Now, for a real proof, we’d start at a base case, where each block is one byte. Since there is no repetition in the block, we cannot compress it, not without increasing the size of the file. Then we merge a two of the checked bytes together. And one of two situations happen: either there is repetition, or there is not. At each stage, the blocks are merged together with more blocks, and again, the same two situations happen. Each merged (n+1) block is checked. Then merged. If the modeler can find a pattern of data at an n-size block, it follows it will find more at each n+i-size block.
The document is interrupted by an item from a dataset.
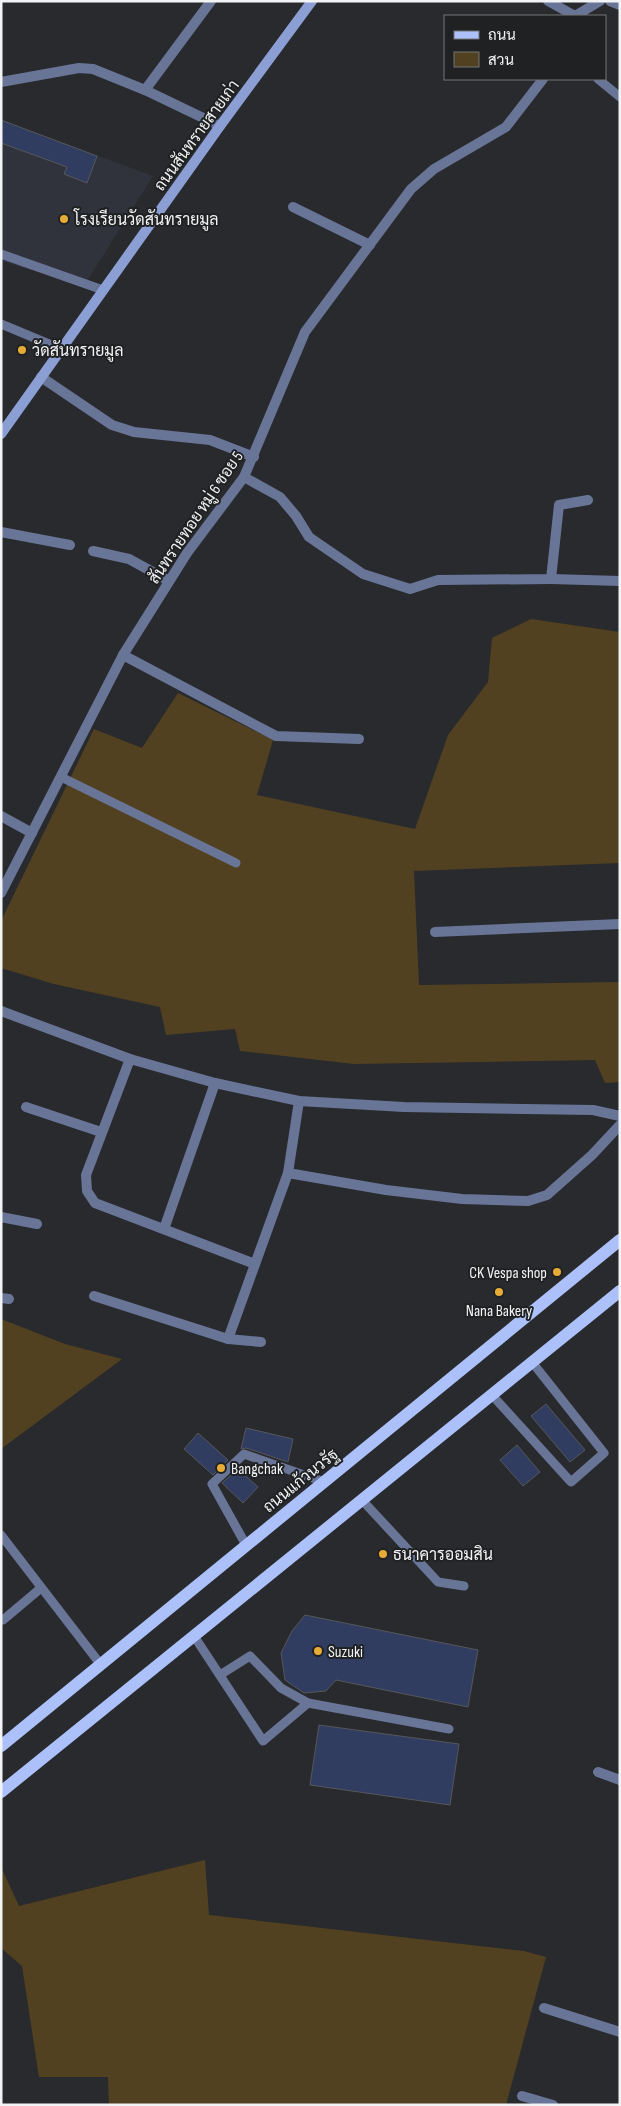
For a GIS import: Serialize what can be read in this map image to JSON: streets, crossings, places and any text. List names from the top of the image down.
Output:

Therefore, we achieve the parallelization and the proper data modeling we need to do this.
Not quite a full proper proof, but it should be sufficient. If not, I apologize. I’d suggest taking a look at the literature on how DBMS’ deal with efficient indexing while taking advantage of multiple cores. Most of the problems we face now were solved in that area 10-15-20 years ago.
Sorry, but your example is rather meaningless.
bzip2’s ultra is worst in both time and size than 7zip’s fastest.
So its rather pointless to say bzip2 is more parallel and scales better, when 7zip out right beats it.
However this is only a sample size of 1, so its hard to say.
Any reason you didn’t use gzip? If possible, can you please post results for that, too?
My personal observation is gzip is extremely fast compared to bzip2 (and 7 zip) and the penalty of extra storage is not that high.
Er… look at the numbers…
We can just conclude that 7zip fastest does a great job in 5 minutes on 1 core, while bzip2 ultra isn’t as good in 20 minutes on 8 cores.
Philippe: Or we can conclude that bzip is better if you need speed and 7zip is better if you need size. If you look at both of them they both shine in their specialty but suck when not.